*** Dataset excerpt

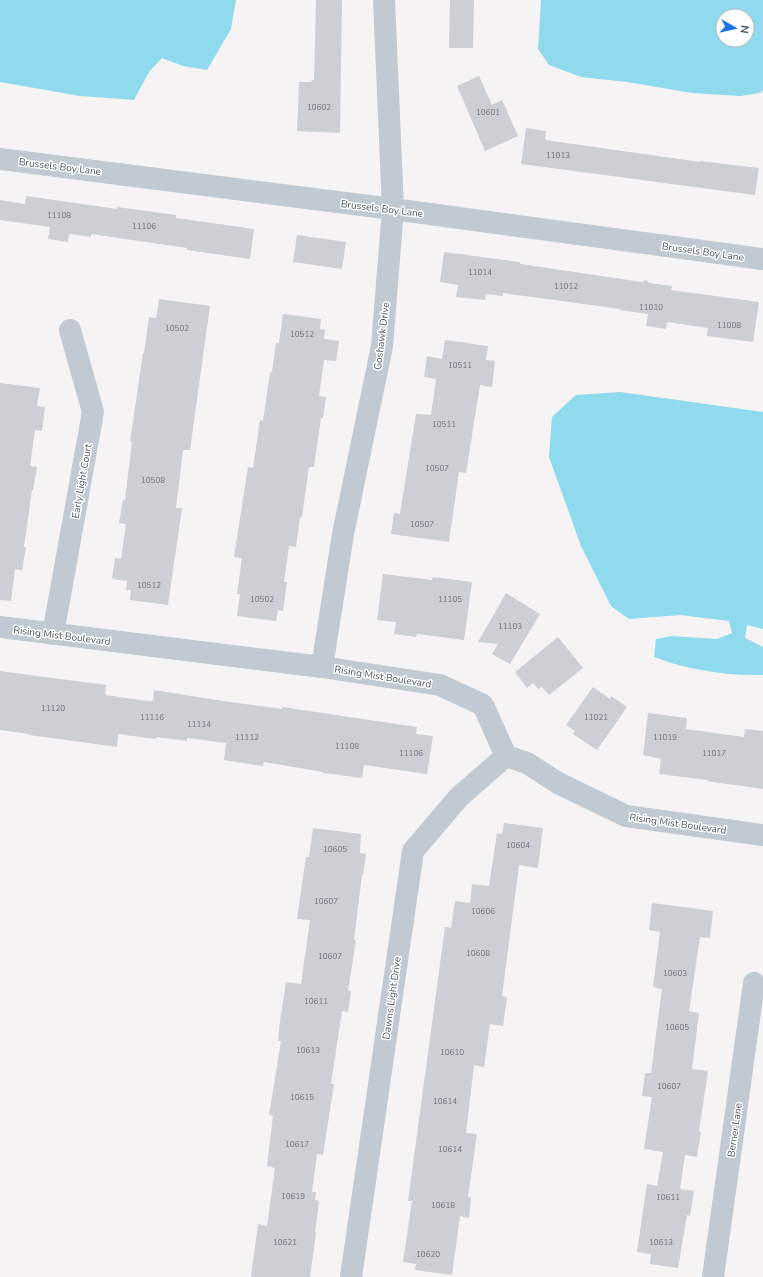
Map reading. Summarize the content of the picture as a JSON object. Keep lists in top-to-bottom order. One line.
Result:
{"streets":{"street":["Brussels Boy Lane","Goshawk Drive","Early Light Court","Rising Mist Boulevard","Dawns Light Drive","Berner Lane"]},"crossings":[["Brussels Boy Lane","Goshawk Drive"],["Goshawk Drive","Rising Mist Boulevard"],["Early Light Court","Rising Mist Boulevard"],["Rising Mist Boulevard","Dawns Light Drive"]],"house_numbers":["10602","10601","11013","11108","11106","11014","11012","11010","11008","10502","10512","10511","10511","10507","10508","10507","10512","10502","11105","11103","11120","11116","11021","11114","11112","11019","11108","11106","11017","10604","10605","10607","10606","10608","10607","10603","10611","10605","10613","10610","10607","10615","10614","10617","10614","10619","10611","10618","10621","10613","10620"],"north":"right"}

******

== Problem ==
Print the listing exactly, but skip its pictures.

== The completed task ==
Map reading. Summarize the content of the picture as a JSON object. Keep lists in top-to-bottom order. One line.
Result:
{"streets":{"street":["Brussels Boy Lane","Goshawk Drive","Early Light Court","Rising Mist Boulevard","Dawns Light Drive","Berner Lane"]},"crossings":[["Brussels Boy Lane","Goshawk Drive"],["Goshawk Drive","Rising Mist Boulevard"],["Early Light Court","Rising Mist Boulevard"],["Rising Mist Boulevard","Dawns Light Drive"]],"house_numbers":["10602","10601","11013","11108","11106","11014","11012","11010","11008","10502","10512","10511","10511","10507","10508","10507","10512","10502","11105","11103","11120","11116","11021","11114","11112","11019","11108","11106","11017","10604","10605","10607","10606","10608","10607","10603","10611","10605","10613","10610","10607","10615","10614","10617","10614","10619","10611","10618","10621","10613","10620"],"north":"right"}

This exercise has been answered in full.